§ Exercise description
In the listing below, find the line holding "if (halo) ctx.strokeText(text, 0, 0);" and the line holding "[884,87,919,155,725,252,696,193]". Write out those two lines and all lines between, exactly, and nothing more.
============
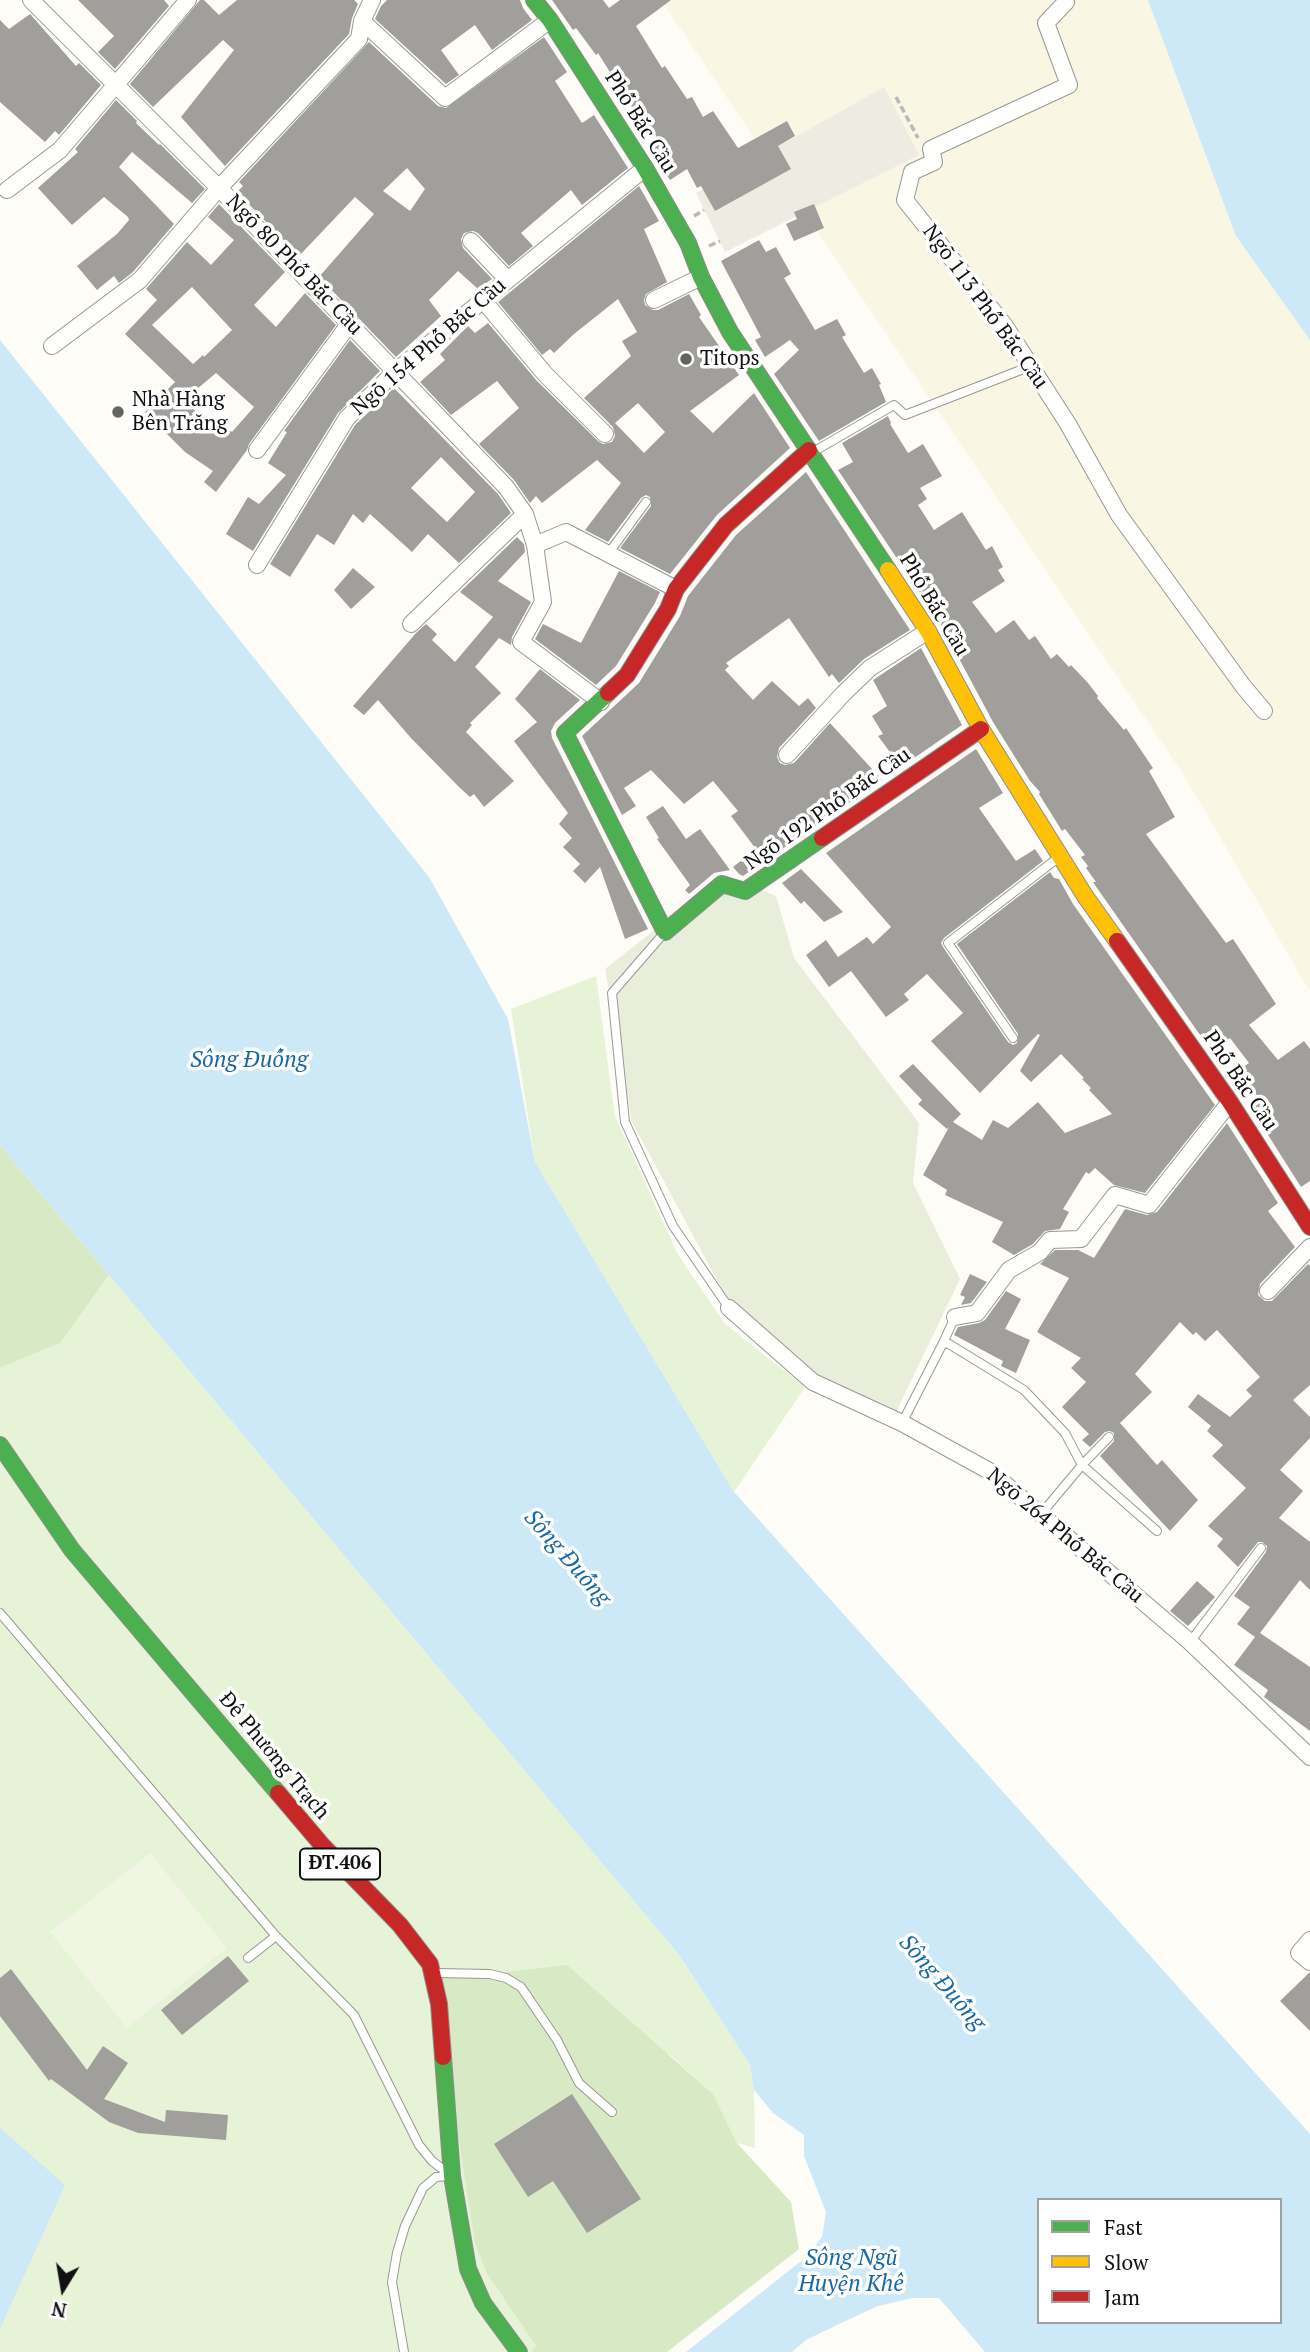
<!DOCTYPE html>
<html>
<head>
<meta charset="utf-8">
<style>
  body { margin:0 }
  #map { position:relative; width:1310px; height:2352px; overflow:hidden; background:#fdfcf7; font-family:"PT Serif",serif }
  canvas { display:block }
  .legend { position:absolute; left:1037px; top:2198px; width:245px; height:126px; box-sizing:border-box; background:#fff; border:2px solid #a0a0a0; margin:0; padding:9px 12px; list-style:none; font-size:21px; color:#111 }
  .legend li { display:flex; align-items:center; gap:14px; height:35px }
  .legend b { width:35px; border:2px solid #a0a0a0 }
  .north { position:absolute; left:28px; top:2254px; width:70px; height:70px; -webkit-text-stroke:5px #fff; paint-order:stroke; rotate:191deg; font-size:19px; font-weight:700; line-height:28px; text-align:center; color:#111 }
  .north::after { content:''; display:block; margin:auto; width:24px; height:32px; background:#111; clip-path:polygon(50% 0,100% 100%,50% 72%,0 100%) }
</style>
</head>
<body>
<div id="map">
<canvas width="1310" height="2352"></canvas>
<ul class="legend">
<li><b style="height:9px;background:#4caf50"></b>Fast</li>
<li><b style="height:9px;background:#ffc107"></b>Slow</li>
<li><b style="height:9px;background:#c62828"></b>Jam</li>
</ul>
<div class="north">N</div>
</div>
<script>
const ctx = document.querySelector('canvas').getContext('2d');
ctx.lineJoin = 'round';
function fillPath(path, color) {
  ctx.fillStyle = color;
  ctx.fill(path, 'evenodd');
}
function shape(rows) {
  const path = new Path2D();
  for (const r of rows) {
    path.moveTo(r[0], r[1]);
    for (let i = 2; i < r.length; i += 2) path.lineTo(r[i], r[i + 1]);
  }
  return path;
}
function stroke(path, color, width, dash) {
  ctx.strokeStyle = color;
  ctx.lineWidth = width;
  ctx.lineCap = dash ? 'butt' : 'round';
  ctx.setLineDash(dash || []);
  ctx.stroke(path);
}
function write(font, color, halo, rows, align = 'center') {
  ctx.font = font + ' "PT Serif",serif';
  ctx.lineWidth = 7;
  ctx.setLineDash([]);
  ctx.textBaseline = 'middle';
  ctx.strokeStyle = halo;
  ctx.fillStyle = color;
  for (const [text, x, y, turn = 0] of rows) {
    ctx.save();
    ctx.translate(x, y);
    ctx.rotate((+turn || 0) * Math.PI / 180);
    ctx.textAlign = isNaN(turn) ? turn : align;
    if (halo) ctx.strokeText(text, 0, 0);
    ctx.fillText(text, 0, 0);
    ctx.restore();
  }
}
fillPath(shape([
  [661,0,1230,0,1310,184,1310,992,1185,777]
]), '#f9f7e4');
fillPath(shape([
  [596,976,615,1116,677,1253,725,1324,805,1387,734,1492,535,1162,511,1009],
  [109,1275,680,1956,750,2065,754,2090,755,2148,737,2143,713,2094,669,2054,491,2280,536,2346,531,2352,0,2352,0,1623,3,1617,0,1613,0,1368,60,1343]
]), '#e7f3d7');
fillPath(shape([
  [0,1145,109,1275,60,1343,0,1368],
  [567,1965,713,2094,737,2143,791,2202,799,2249,667,2352,531,2352,536,2346,487,2274,475,2243,433,1974,490,1974]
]), '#d8eac5');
fillPath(shape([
  [724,875,776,896,794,958,919,1123,913,1183,960,1279,896,1412,819,1379,730,1304,632,1122,605,969]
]), '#e9eedb');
fillPath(shape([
  [150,1853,227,1948,127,2028,50,1932]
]), '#f0f6e1');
fillPath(shape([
  [884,87,919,155,725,252,696,193]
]), '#edebe2');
fillPath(shape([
  [1148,0,1310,0,1310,340,1236,236],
  [0,340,429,877,508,1019,535,1162,734,1492,1310,2134,1310,2352,985,2352,939,2298,912,2298,878,2306,841,2323,806,2340,792,2352,686,2352,805,2258,822,2237,826,2212,804,2156,804,2135,773,2113,754,2090,750,2065,680,1956,0,1145],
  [1039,2200,1280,2200,1280,2322,1039,2322],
  [0,2128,65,2185,0,2329]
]), '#cde8f7');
fillPath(shape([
  [78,0,164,0,169,6,115,69,98,52,114,36],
  [200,0,204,0,219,15,237,0,354,0,358,4,352,18,349,34,225,166,181,117,234,50,223,40,153,107,130,84],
  [387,0,520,0,523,8,532,20,492,50,475,25,441,50,459,75,446,84,375,19,381,6],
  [552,0,603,0,609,8,620,0,671,0,636,26,662,68,665,66,687,99,692,97,703,117,713,111,738,148,787,121,795,136,778,146,791,169,715,211,701,186,697,188,687,169,670,180,650,149,660,143,642,114,638,117,598,53,596,55,576,28,573,30],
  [30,14,76,66,79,63,101,85,59,135,55,131,45,142,0,102,0,20,9,29],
  [544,37,567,72,555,81,582,123,594,115,628,168,582,205,571,190,521,233,533,246,509,266,478,233,473,231,464,233,461,239,463,248,492,279,478,289,458,271,429,300,441,316,396,357,319,277,374,214,355,197,299,256,237,192,243,186,239,182,369,42,438,106,446,108],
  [407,168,425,189,410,211,383,191],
  [116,100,137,121,136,123,159,145,160,144,205,189,192,203,132,152,119,167,174,224,133,272,119,283,114,276,97,290,77,266,117,234,129,220,128,217,104,197,72,225,38,188,78,152,75,149],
  [639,186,659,221,644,229,667,282,646,294,644,300,645,305,653,310,658,310,689,294,701,315,699,317,739,375,690,411,713,433,754,393,790,448,717,515,670,574,620,548,651,506,650,497,646,495,641,498,608,542,585,530,621,483,597,460,542,503,536,496,530,503,514,480,479,444,519,408,497,381,451,415,420,382,445,360,440,354,468,326,475,333,488,323,537,381,598,441,603,444,612,442,615,436,613,427,584,398,631,356,622,341,637,332,618,299,574,334,554,353,550,349,542,355,498,302],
  [638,403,665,432,644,453,615,423],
  [219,204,285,272,254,305,276,327,305,293,336,325,249,444,247,450,216,492,204,482,213,471,185,452,145,412,175,382,125,334,157,300,146,289,187,242,211,265,234,240,208,217],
  [192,287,232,330,204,357,203,355,193,364,152,325],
  [216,373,254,407,232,432,219,423,214,429,184,400],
  [814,204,824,228,794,241,786,224,797,219,794,212],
  [759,240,766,252,776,247,791,274,784,278,815,330,837,319,846,335,842,337,864,373,872,368,881,384,879,385,886,402,819,441,774,374,799,350,790,340,765,357,755,340,761,337,721,261],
  [350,340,380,371,338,413,253,551,226,534,248,497,259,504,286,475,268,463,287,432,284,431],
  [394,388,498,494,511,513,459,563,428,534,412,552,370,514,363,523,353,514,334,545,317,534,290,577,270,564,355,425],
  [441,457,475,492,447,522,411,488],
  [888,416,891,423,890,424,908,453,923,444,942,476,920,488,927,499,918,505,934,530,962,512,986,550,992,546,1003,567,998,570,1005,581,972,602,996,633,1014,620,1029,640,1035,636,1051,659,1057,654,1069,667,1071,665,1088,683,1098,696,1097,698,1124,730,1126,728,1153,768,1149,771,1175,817,1146,834,1226,943,1233,939,1276,1004,1249,1025,1278,1060,1304,1041,1310,1049,1310,1181,1301,1187,1249,1105,1259,1098,1237,1071,1249,1063,1230,1038,1212,1052,1097,888,1093,882,1096,882,1086,868,1088,866,1081,857,1085,855,1065,829,1062,831,1039,794,1040,792,1030,781,993,722,940,623,838,470,853,462,842,443],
  [806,472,910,630,864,659,839,683,832,674,829,677,789,618,726,663,729,666,725,670,753,700,772,681,799,706,808,698,816,708,779,748,777,757,780,763,785,765,794,763,830,723,882,780,743,876,739,874,733,867,756,849,731,816,738,811,713,781,684,804,651,770,624,788,636,806,622,815,582,736,639,683,680,616,688,596,736,535],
  [517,537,524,544,525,552,498,581,531,602,512,637,511,645,499,638,475,667,501,693,470,723,472,725,466,732,514,781,484,807,474,794,470,797,459,787,411,738,378,700,364,715,353,706,416,633,426,624,437,634,432,640,455,662,493,617,460,592],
  [353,568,375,587,351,609,334,590],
  [619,571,660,592,655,603,616,666,596,685,535,639,543,624,581,643],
  [921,648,962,725,901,767,878,736,883,734,872,716,887,706,873,680],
  [540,669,580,700,555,723,551,731,552,738,648,929,625,939,600,867,585,883,573,871,580,864,563,847,572,838,559,824,568,813,514,741,537,722,515,699],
  [976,749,1003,793,979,808,1016,861,1035,849,1043,861,944,938,941,943,943,947,1008,1042,1013,1045,1017,1043,1018,1034,957,944,1050,872,1054,878,1059,879,1073,904,1215,1105,1145,1193,1114,1185,1095,1168,1089,1174,1086,1172,1063,1209,1069,1212,1060,1229,1045,1231,1033,1244,1014,1255,992,1242,1003,1222,945,1195,947,1190,923,1175,949,1127,947,1129,918,1104,922,1100,899,1076,913,1064,961,1114,953,1122,982,1140,993,1120,1008,1128,1038,1102,1065,1133,1112,1114,1089,1090,1091,1088,1082,1079,1084,1078,1061,1054,1031,1082,1020,1071,1040,1035,1038,1034,980,1093,931,1041,963,1013,927,974,904,994,909,1000,886,1017,851,971,829,987,806,955,826,940,838,957,867,937,873,944,891,927,826,853],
  [663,806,686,839,700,829,730,870,714,873,689,894,685,890,690,885,657,839,659,838,646,817],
  [801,869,843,912,824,922,804,901,801,904,782,883],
  [1227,1123,1278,1203,1268,1211,1295,1247,1260,1284,1258,1295,1265,1301,1272,1301,1308,1264,1310,1266,1310,1385,1293,1400,1310,1417,1310,1438,1280,1470,1303,1491,1279,1518,1310,1542,1310,1590,1300,1580,1260,1633,1310,1667,1310,1731,1264,1697,1268,1690,1234,1665,1255,1637,1237,1624,1250,1607,1234,1596,1266,1552,1267,1546,1262,1542,1258,1542,1238,1567,1217,1546,1223,1539,1208,1526,1246,1488,1212,1456,1223,1445,1207,1431,1211,1426,1188,1407,1198,1394,1230,1417,1252,1396,1246,1390,1260,1377,1217,1330,1205,1341,1196,1332,1193,1335,1180,1322,1135,1374,1152,1392,1120,1423,1157,1465,1162,1460,1198,1500,1170,1531,1100,1456,1114,1441,1114,1433,1110,1431,1105,1432,1090,1447,1082,1440,1089,1434,1062,1407,1086,1382,1071,1368,1081,1358,1037,1332,1069,1278,1040,1264,1055,1250,1078,1250,1094,1258,1125,1209,1147,1215,1157,1212],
  [970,1274,987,1282,971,1303,961,1305,965,1297,960,1295],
  [1006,1291,1021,1299,1005,1329,1030,1340,1016,1373,1001,1366,1003,1361,954,1335,958,1327,979,1323,985,1320],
  [1197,1581,1215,1597,1188,1626,1170,1611],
  [228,1956,249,1981,182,2035,161,2010],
  [11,1969,87,2070,103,2046,128,2063,104,2099,165,2122,166,2110,228,2115,226,2140,138,2133,109,2122,51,2079,49,2081,0,2016,0,1978],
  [1310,1972,1310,2031,1280,2001],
  [572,2094,641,2199,587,2233,553,2181,528,2197,494,2144]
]), '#a19f9c');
const lane = shape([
  [813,452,894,405,905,415,1031,366],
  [608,554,646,502],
  [665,932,612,993,625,1122,673,1226,729,1308],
  [1013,1038,948,943,1059,857],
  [943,1343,955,1317],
  [902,1423,943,1343,949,1344,1024,1390,1065,1433,1082,1465,1041,1514],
  [1109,1437,1082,1465,1157,1531],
  [0,1613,276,1936,354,2015,419,2145,432,2161,445,2171],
  [1190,1642,1261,1548],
  [248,1958,276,1936],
  [436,1973,490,1974,506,1978,521,1987,557,2040,579,2083,612,2112],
  [404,2352,392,2282,397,2253,405,2226,423,2188,436,2177,448,2176]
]);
const street = shape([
  [31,0,219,188,506,487,525,514,535,545,543,602,521,642,601,702],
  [1065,0,1066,2,1046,23,1069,85,931,149,934,162,912,172,905,200,1005,326,1068,424,1119,515,1243,686,1264,711],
  [362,21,445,98,550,20],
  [7,190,60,150,188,0],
  [471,241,507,279],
  [482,299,545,374,605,434],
  [654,300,701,277],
  [52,346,140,280,219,188,359,39,362,21,372,0],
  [257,450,350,323],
  [535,545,566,532,676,589],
  [257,565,347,418,395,372,645,168],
  [411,624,525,514],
  [787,755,844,693,870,668,928,631],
  [1268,1291,1310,1247],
  [729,1308,813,1382,902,1423,991,1472,1190,1642,1310,1757],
  [955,1317,977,1313,1009,1270,1040,1252,1050,1240,1081,1239,1115,1195,1149,1205,1230,1102],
  [1310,1940,1299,1953,1310,1962]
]);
const fast = shape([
  [534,0,550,20,645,168,688,243,701,277,730,332,888,570],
  [608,693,565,733,665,932,722,884,745,891,822,838],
  [0,1445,72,1550,278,1793],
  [443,2057,452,2176,468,2269,483,2303,519,2352]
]);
const slow = shape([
  [888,570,928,631,981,729,1085,896,1117,941]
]);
const jam = shape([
  [608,693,627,675,668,609,676,589,726,525,809,450],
  [822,838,981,729],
  [1117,941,1230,1102,1310,1227],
  [278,1793,322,1845,400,1925,430,1964,439,2004,443,2057]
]);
stroke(lane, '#979795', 10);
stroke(street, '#979795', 18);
stroke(fast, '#8e8d8b', 18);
stroke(slow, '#8e8d8b', 18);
stroke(jam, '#8e8d8b', 18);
stroke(shape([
  [896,97,918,138],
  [694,216,704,210],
  [709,246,720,241]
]), '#b9b9b8', 3.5, [7, 3.5]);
stroke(lane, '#fffffe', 8);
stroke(street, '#fffffe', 16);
stroke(fast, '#4caf50', 16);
stroke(slow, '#ffc107', 16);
stroke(jam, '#c62828', 16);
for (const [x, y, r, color] of [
  [686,359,7,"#646362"],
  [118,412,7,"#646362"]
]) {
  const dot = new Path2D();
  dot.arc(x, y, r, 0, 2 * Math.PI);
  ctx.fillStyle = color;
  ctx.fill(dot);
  stroke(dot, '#fff', 2.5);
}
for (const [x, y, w] of [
  [340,1864,80]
]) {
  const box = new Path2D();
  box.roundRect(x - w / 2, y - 15.5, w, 31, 5);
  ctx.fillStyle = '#fff';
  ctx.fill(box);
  stroke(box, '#111', 2);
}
write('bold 19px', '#111', null, [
  ["ĐT.406",340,1864]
]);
write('21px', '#111', '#fff', [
  ["Phố Bắc Cầu",640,122,58],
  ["Ngõ 80 Phố Bắc Cầu",294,265,46],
  ["Ngõ 113 Phố Bắc Cầu",985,307,54],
  ["Ngõ 154 Phố Bắc Cầu",429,347,-41],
  ["Phố Bắc Cầu",934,605,59],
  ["Ngõ 192 Phố Bắc Cầu",828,809,-35],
  ["Phố Bắc Cầu",1240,1081,56],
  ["Ngõ 264 Phố Bắc Cầu",1065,1536,40],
  ["Đê Phương Trạch",274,1756,50]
]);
write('21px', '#111', '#fff', [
  ["Titops",700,359],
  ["Nhà Hàng",132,400],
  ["Bên Trăng",132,424]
], 'left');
write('italic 23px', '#1768a6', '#fff', [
  ["Sông Đuống",249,1060],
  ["Sông Đuống",567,1558,49],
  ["Sông Đuống",942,1983,49],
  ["Sông Ngũ",851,2258],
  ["Huyện Khê",851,2284]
]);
</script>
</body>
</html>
============
§ Exercise solution
    if (halo) ctx.strokeText(text, 0, 0);
    ctx.fillText(text, 0, 0);
    ctx.restore();
  }
}
fillPath(shape([
  [661,0,1230,0,1310,184,1310,992,1185,777]
]), '#f9f7e4');
fillPath(shape([
  [596,976,615,1116,677,1253,725,1324,805,1387,734,1492,535,1162,511,1009],
  [109,1275,680,1956,750,2065,754,2090,755,2148,737,2143,713,2094,669,2054,491,2280,536,2346,531,2352,0,2352,0,1623,3,1617,0,1613,0,1368,60,1343]
]), '#e7f3d7');
fillPath(shape([
  [0,1145,109,1275,60,1343,0,1368],
  [567,1965,713,2094,737,2143,791,2202,799,2249,667,2352,531,2352,536,2346,487,2274,475,2243,433,1974,490,1974]
]), '#d8eac5');
fillPath(shape([
  [724,875,776,896,794,958,919,1123,913,1183,960,1279,896,1412,819,1379,730,1304,632,1122,605,969]
]), '#e9eedb');
fillPath(shape([
  [150,1853,227,1948,127,2028,50,1932]
]), '#f0f6e1');
fillPath(shape([
  [884,87,919,155,725,252,696,193]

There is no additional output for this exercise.